Saturday, August 1, 2009

$100 million bonus - should it be paid?


NYTimes

In a few weeks, the Treasury Department's czar of executive pay will have to answer this $100 million question: Should Andrew J. Hall get his bonus?

Mr. Hall, the 58-year-old head of Phibro, a small commodities trading firm in Westport, Conn., is due for a nine-figure payday, his cut of profits from a characteristically aggressive year of bets in the oil market.

There is little doubt that Mr. Hall is owed the money under his contract. The problem is that his contract is with Citigroup, which was saved with roughly $45 billion in taxpayer aid.

Corporate pay has become a live grenade in the aftermath of the largest series of corporate bailouts in American history. In March, when the American International Group, rescued at vast taxpayer expense, was to give out $165 million in bonuses, Congress moved to constrain the payouts, and protesters showed up at the homes of several executives.

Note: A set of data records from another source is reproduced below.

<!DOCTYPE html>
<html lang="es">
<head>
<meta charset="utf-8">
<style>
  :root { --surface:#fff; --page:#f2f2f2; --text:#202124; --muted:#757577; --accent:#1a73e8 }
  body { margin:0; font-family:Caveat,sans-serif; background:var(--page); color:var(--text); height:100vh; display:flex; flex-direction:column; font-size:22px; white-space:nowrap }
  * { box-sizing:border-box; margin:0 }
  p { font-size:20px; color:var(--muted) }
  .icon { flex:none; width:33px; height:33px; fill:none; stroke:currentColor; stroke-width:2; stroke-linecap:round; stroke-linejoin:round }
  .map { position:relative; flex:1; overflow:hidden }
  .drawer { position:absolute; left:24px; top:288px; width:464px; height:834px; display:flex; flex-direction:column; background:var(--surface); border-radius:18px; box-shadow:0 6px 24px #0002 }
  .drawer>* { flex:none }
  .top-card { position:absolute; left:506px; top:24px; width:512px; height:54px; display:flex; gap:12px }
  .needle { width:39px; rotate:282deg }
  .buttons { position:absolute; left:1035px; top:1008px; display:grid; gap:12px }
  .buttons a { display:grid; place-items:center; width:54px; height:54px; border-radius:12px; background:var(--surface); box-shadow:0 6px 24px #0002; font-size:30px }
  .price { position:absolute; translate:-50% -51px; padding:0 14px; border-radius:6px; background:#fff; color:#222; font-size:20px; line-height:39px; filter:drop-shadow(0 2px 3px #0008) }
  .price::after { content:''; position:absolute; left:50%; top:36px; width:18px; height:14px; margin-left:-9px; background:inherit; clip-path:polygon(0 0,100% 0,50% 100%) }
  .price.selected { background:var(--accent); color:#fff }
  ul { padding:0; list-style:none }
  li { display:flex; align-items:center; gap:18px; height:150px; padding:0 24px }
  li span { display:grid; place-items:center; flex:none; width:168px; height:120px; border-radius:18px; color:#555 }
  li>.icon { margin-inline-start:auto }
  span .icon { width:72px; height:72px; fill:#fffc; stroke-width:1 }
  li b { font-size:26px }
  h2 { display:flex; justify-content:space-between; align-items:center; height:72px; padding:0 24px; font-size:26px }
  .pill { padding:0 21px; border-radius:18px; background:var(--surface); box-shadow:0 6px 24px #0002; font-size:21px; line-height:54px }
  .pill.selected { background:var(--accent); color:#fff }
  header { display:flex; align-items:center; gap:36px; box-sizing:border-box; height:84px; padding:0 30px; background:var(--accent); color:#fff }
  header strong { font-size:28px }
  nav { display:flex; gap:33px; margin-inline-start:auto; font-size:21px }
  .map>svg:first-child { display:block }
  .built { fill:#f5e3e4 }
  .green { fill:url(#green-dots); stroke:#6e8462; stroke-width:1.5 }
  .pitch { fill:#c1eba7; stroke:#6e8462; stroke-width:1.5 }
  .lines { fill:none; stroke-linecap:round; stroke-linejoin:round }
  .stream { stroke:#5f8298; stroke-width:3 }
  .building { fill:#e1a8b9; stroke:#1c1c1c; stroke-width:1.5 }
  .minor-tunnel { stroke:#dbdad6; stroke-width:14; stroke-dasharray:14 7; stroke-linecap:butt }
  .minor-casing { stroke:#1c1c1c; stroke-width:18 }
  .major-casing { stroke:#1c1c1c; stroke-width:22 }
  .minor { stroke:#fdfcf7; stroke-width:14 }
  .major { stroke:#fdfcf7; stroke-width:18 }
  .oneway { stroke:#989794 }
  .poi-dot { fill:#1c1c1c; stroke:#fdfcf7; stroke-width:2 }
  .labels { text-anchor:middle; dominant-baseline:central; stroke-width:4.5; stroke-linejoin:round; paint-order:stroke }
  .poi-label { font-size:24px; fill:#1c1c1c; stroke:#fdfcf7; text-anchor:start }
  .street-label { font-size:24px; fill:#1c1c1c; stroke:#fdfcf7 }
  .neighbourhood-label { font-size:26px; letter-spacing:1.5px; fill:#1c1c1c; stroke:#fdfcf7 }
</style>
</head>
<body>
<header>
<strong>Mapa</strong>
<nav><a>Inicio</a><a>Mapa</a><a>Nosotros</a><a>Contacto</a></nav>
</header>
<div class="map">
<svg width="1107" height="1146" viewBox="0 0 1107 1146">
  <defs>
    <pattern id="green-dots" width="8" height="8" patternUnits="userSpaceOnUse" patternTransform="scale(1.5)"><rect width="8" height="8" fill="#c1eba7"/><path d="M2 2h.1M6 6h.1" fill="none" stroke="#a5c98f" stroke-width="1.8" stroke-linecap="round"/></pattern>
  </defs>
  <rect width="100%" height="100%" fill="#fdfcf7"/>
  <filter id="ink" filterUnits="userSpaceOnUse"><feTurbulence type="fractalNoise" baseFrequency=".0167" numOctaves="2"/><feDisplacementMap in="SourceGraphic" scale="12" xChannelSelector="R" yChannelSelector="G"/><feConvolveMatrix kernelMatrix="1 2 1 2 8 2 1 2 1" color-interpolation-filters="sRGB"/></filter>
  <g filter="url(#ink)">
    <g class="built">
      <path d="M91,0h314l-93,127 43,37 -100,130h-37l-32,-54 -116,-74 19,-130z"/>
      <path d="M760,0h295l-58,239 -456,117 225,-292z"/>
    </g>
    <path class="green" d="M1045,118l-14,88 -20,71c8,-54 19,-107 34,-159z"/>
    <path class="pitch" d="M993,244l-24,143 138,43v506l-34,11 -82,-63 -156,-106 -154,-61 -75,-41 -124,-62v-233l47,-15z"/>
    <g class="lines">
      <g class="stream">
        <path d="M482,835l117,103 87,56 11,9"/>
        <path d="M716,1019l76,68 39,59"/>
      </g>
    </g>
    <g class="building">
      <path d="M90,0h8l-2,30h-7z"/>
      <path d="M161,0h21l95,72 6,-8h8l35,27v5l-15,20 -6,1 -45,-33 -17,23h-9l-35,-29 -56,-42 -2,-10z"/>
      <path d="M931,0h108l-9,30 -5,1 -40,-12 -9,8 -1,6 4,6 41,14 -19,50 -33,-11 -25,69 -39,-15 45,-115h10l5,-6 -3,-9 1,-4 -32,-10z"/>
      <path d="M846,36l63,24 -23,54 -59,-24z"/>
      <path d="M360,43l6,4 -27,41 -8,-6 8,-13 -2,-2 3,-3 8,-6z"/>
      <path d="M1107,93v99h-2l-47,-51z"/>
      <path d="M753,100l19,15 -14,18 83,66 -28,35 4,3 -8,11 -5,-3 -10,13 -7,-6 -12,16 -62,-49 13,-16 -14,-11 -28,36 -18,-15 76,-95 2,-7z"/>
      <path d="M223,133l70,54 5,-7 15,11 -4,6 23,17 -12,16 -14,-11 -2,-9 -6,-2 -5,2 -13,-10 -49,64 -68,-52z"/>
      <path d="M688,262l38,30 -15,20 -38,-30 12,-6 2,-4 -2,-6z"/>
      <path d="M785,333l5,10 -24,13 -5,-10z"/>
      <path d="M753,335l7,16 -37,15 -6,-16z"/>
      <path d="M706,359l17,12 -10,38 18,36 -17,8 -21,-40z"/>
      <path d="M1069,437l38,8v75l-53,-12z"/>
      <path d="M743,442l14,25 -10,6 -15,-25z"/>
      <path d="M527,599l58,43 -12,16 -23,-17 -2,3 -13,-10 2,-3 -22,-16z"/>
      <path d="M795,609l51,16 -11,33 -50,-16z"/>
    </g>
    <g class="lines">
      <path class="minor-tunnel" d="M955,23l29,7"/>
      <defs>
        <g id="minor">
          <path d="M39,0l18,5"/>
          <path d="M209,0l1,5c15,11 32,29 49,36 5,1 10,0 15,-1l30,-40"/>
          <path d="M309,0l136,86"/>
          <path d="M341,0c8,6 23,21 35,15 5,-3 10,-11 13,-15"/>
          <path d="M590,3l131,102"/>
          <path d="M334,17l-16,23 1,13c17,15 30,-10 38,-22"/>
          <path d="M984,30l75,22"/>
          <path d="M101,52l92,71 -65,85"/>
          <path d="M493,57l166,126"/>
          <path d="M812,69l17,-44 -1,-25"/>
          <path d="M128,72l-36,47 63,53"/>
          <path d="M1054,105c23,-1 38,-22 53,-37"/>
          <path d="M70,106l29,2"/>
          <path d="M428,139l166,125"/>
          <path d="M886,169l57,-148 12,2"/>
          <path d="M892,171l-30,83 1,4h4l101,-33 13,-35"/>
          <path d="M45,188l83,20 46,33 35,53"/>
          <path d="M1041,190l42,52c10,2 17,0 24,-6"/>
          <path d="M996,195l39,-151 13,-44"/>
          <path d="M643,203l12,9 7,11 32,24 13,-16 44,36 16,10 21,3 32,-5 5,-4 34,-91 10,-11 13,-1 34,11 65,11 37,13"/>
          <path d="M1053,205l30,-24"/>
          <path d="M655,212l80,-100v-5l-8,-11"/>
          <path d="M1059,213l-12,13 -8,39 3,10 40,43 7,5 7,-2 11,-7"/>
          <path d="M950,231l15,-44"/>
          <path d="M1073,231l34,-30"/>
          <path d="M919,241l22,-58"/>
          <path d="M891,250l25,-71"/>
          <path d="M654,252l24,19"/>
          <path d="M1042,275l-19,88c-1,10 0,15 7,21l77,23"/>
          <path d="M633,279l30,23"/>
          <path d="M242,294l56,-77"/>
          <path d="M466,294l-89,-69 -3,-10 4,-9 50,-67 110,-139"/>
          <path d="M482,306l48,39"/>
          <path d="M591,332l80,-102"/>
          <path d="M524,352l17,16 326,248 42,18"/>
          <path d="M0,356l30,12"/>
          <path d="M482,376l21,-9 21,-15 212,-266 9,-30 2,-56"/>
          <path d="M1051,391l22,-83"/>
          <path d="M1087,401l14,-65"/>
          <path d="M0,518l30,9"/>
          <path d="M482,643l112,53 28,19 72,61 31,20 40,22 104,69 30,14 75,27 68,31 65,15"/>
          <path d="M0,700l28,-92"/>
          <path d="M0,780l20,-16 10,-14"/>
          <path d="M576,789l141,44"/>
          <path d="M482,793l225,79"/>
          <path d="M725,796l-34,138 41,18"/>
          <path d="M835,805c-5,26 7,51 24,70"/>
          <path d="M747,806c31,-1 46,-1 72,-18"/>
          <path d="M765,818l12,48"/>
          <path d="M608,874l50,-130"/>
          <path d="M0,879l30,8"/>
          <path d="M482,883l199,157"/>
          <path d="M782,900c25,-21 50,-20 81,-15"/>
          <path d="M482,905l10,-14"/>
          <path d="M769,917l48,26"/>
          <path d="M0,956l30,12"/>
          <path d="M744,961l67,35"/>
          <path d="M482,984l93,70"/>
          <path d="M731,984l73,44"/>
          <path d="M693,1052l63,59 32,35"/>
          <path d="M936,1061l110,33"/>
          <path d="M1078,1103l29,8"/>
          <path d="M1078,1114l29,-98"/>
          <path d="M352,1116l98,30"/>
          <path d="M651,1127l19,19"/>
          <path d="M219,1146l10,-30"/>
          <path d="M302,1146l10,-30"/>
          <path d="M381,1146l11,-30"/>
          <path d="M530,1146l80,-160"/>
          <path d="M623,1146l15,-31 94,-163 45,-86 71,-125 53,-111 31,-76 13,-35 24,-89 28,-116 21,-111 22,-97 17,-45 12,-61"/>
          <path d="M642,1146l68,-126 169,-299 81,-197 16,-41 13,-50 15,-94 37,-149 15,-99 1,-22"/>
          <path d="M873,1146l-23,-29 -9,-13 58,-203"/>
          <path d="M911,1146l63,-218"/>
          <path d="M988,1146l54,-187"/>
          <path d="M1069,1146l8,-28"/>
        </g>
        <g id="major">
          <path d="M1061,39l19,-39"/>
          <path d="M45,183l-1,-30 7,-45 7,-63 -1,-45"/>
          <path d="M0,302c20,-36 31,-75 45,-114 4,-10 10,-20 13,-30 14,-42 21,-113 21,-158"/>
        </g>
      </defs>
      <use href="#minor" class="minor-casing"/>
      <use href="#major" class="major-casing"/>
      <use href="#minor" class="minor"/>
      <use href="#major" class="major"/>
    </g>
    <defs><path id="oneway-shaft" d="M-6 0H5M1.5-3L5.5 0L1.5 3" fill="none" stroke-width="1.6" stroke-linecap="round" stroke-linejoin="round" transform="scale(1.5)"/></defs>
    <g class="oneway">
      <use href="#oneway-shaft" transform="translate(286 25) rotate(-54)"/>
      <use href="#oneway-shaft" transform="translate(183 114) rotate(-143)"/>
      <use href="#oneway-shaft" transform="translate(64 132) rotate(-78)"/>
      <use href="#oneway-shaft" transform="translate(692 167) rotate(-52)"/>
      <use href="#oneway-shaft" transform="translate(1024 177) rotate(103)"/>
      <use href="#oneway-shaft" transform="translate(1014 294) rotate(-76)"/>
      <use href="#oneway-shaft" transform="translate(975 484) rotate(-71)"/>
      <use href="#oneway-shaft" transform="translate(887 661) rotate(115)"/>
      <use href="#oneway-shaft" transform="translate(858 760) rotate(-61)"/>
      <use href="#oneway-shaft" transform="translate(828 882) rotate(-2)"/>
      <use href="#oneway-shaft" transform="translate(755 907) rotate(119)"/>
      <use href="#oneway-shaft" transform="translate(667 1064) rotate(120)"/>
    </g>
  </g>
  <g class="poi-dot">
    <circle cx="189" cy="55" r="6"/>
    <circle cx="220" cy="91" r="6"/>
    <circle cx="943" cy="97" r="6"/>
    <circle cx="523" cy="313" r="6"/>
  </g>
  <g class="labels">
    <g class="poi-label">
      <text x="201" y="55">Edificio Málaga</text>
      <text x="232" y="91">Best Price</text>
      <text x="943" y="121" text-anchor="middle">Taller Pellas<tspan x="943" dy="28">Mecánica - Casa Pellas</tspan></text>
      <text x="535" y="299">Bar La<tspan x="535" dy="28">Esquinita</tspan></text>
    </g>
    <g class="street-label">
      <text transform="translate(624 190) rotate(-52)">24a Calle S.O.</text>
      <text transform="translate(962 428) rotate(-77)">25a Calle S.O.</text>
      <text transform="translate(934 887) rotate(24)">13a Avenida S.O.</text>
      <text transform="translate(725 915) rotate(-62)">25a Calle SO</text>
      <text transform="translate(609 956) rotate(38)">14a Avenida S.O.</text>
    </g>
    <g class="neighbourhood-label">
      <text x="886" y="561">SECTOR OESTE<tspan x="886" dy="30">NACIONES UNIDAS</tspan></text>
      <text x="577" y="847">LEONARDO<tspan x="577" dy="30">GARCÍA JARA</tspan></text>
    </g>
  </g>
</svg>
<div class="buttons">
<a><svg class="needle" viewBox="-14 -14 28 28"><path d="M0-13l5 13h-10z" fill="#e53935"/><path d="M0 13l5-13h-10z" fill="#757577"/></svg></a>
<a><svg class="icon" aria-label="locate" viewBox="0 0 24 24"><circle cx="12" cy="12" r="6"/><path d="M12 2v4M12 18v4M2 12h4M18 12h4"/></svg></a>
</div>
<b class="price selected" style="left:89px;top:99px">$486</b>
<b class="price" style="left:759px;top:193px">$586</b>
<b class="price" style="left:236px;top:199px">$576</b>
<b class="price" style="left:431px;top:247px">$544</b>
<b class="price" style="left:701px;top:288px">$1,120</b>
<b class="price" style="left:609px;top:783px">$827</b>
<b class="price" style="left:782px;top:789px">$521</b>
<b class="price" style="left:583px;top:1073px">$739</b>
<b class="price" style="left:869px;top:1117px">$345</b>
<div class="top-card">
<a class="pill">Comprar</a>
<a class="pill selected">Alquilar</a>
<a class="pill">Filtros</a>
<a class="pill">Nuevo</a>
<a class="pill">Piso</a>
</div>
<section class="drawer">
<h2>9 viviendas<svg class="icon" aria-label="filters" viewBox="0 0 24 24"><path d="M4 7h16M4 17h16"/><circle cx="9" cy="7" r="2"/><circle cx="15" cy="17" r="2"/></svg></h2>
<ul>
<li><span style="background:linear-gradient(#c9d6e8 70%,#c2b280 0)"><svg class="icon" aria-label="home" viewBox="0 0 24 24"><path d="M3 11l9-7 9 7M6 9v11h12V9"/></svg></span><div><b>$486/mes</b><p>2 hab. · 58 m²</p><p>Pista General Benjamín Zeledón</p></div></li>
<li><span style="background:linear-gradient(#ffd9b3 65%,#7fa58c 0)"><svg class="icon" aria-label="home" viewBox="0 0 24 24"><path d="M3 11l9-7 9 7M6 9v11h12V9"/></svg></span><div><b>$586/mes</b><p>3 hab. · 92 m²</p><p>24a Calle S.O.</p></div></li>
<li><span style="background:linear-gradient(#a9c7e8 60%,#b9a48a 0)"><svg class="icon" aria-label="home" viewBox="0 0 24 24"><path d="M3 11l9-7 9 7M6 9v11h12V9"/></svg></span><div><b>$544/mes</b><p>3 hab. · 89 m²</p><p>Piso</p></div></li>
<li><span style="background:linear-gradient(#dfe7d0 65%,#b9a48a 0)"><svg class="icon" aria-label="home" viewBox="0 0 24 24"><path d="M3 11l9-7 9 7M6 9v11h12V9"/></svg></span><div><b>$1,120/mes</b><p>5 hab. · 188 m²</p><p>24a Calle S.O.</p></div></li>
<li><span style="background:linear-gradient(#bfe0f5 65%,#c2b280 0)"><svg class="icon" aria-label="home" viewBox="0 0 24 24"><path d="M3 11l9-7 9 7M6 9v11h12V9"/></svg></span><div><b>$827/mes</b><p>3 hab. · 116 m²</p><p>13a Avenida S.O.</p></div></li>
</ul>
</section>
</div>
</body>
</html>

As it happens, one can see some of those homes from Mr. Hall's front lawn in Southport, not far from his office. But his case is more complex. Mr. Hall, raised in Britain and known for titanium nerves and a collection of pricey art, is the standout performer at an operation that has netted Citigroup about $2 billion over the last five years. If Citigroup will not pay him the huge sums he has long made, someone else probably will.

The added wrinkle is that Mr. Hall works in a corner of the trading world that appears headed for its own infamy. Regulators are pushing to curb the role of traders like Mr. Hall, whose speculation in the energy markets may have played a major role in the recent gyrations of oil prices.

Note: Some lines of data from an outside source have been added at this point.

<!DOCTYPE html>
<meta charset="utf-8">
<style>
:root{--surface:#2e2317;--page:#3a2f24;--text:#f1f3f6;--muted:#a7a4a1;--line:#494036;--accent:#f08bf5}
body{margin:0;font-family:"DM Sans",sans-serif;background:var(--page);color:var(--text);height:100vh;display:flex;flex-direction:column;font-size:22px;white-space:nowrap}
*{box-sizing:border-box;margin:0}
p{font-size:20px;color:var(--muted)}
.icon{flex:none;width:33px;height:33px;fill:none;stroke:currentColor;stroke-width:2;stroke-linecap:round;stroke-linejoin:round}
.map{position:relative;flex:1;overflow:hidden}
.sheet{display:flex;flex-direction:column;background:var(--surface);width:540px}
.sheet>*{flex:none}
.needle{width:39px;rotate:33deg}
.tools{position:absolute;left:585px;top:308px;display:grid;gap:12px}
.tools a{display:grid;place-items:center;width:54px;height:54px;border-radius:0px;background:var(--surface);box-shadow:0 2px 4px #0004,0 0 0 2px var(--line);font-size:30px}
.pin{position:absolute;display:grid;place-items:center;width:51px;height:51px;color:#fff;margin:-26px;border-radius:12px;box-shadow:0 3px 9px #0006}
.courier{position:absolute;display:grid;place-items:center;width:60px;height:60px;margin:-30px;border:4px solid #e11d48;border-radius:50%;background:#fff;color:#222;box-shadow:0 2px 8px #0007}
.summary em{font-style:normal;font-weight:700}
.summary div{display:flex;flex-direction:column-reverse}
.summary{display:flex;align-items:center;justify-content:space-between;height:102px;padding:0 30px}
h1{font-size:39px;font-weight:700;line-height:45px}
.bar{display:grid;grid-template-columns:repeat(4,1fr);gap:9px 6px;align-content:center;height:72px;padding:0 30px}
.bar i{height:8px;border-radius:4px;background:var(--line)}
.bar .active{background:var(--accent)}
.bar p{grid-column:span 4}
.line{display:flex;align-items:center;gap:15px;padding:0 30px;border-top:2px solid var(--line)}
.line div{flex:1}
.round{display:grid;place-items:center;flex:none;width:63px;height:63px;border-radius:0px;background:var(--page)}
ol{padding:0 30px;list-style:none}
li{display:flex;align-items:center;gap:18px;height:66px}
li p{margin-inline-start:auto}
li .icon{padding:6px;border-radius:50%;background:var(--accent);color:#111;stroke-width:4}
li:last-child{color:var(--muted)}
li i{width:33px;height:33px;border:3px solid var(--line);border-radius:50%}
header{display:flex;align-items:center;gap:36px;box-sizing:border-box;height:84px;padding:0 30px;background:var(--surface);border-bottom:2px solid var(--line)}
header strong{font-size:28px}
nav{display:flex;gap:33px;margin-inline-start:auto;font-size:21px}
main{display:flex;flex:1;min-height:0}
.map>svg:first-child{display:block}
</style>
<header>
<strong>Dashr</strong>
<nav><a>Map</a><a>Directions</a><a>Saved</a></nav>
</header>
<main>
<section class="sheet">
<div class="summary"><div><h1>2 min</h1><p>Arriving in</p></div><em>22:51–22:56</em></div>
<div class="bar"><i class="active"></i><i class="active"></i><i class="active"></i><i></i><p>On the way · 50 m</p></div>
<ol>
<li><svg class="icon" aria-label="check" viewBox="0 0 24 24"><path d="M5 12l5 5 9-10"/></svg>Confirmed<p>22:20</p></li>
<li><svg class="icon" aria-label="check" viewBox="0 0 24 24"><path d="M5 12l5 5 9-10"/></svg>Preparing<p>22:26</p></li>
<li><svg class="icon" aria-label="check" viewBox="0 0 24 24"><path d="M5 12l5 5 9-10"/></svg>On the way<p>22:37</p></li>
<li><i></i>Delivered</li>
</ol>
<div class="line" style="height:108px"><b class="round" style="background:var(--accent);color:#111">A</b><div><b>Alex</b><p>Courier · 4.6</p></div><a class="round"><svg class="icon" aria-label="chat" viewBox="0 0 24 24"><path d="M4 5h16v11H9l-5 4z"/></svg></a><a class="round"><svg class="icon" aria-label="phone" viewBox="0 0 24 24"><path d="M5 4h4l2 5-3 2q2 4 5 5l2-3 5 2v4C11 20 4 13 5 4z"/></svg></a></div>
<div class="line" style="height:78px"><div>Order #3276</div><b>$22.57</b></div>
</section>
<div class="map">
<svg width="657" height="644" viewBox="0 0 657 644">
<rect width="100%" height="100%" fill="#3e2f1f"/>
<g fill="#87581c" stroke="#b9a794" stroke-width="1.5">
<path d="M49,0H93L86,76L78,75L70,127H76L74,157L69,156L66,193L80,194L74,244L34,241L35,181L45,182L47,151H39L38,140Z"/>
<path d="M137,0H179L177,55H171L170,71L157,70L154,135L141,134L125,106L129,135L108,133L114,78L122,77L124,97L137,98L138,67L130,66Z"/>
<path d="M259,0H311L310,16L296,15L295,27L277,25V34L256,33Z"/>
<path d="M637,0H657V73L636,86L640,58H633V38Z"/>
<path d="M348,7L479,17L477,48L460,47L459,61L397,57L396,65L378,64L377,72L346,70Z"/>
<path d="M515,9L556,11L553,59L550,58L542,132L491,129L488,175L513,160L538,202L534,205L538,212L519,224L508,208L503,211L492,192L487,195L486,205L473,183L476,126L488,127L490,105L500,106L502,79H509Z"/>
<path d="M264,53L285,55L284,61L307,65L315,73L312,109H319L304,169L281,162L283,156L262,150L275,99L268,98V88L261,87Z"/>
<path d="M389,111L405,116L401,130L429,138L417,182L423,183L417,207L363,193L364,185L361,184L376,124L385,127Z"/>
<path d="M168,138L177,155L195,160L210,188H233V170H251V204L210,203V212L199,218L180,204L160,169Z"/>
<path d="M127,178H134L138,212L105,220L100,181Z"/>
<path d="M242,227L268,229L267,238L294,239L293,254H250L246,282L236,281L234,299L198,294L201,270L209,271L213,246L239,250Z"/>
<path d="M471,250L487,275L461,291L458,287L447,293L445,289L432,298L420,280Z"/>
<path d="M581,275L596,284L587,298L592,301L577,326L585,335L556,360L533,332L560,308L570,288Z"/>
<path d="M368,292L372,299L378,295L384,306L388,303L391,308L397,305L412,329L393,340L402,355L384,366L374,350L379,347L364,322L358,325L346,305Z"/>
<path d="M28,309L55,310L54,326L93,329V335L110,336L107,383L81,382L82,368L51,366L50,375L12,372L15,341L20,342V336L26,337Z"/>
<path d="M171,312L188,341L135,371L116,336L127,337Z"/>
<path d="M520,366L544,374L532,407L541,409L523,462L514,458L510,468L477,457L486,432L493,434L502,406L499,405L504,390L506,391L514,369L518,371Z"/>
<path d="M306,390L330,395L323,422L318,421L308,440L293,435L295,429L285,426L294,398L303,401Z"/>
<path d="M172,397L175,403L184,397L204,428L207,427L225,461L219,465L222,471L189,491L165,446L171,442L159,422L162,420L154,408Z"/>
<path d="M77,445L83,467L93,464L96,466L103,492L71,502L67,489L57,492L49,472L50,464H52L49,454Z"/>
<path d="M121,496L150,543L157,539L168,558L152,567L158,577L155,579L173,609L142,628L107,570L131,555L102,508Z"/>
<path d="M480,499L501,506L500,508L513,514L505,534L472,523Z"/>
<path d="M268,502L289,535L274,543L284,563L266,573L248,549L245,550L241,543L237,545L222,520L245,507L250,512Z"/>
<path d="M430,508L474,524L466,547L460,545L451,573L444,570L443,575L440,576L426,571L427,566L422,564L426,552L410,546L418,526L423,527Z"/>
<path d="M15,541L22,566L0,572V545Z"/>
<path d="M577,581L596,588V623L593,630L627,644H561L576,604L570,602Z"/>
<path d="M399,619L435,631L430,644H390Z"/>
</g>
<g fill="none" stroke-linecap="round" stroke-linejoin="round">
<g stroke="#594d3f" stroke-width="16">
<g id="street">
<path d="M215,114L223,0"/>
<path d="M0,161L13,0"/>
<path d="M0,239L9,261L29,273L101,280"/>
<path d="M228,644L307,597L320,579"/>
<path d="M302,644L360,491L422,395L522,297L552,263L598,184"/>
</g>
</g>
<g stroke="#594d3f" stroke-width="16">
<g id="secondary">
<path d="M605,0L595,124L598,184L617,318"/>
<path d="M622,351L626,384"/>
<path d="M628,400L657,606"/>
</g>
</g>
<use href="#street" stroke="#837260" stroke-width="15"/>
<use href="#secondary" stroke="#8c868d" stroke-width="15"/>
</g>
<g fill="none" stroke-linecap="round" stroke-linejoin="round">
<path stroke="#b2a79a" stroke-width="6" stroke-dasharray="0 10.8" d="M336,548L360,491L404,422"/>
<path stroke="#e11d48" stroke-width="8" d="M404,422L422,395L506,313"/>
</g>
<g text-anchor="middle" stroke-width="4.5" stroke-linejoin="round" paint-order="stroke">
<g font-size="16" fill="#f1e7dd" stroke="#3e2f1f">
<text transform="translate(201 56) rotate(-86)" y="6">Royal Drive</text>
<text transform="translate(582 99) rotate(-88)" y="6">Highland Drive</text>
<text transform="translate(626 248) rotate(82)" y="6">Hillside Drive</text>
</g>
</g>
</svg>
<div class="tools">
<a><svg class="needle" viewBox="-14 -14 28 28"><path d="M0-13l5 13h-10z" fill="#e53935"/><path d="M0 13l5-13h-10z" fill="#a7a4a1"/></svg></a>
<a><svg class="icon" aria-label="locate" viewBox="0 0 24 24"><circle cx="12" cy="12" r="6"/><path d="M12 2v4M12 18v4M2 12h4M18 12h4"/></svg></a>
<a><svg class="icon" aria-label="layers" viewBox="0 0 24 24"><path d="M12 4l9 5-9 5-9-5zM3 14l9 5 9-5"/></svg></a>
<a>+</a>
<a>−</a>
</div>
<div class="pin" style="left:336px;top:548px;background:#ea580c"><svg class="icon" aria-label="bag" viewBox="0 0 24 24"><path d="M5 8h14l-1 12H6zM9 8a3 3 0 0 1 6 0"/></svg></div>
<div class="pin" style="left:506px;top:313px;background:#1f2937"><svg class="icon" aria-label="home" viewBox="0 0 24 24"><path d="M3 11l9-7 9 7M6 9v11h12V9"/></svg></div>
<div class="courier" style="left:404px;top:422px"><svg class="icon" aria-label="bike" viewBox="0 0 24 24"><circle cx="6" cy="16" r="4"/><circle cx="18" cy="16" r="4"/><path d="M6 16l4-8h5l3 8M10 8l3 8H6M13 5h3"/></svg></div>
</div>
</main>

That suggests that last summer, drivers paid more at the pump, at least in part, because of people like Andrew J. Hall. How do you hand $100 million to a guy who may have profited because gas hit $4 a gallon? [....]

2 comments:

  1. He earned it. A contract is a contract.

    ReplyDelete
  2. another BIG fallacy in this case:

    'bama's "pay czar" is none other than richard feinberg, esq. who also advised the sharon govt on "compensating" the gaza refugees. to date, they have yet to receive any "compensation" from "sela" the govt agency in charge of their "compensation" (despite the fact that all the compansation was fully funded by the us govt!)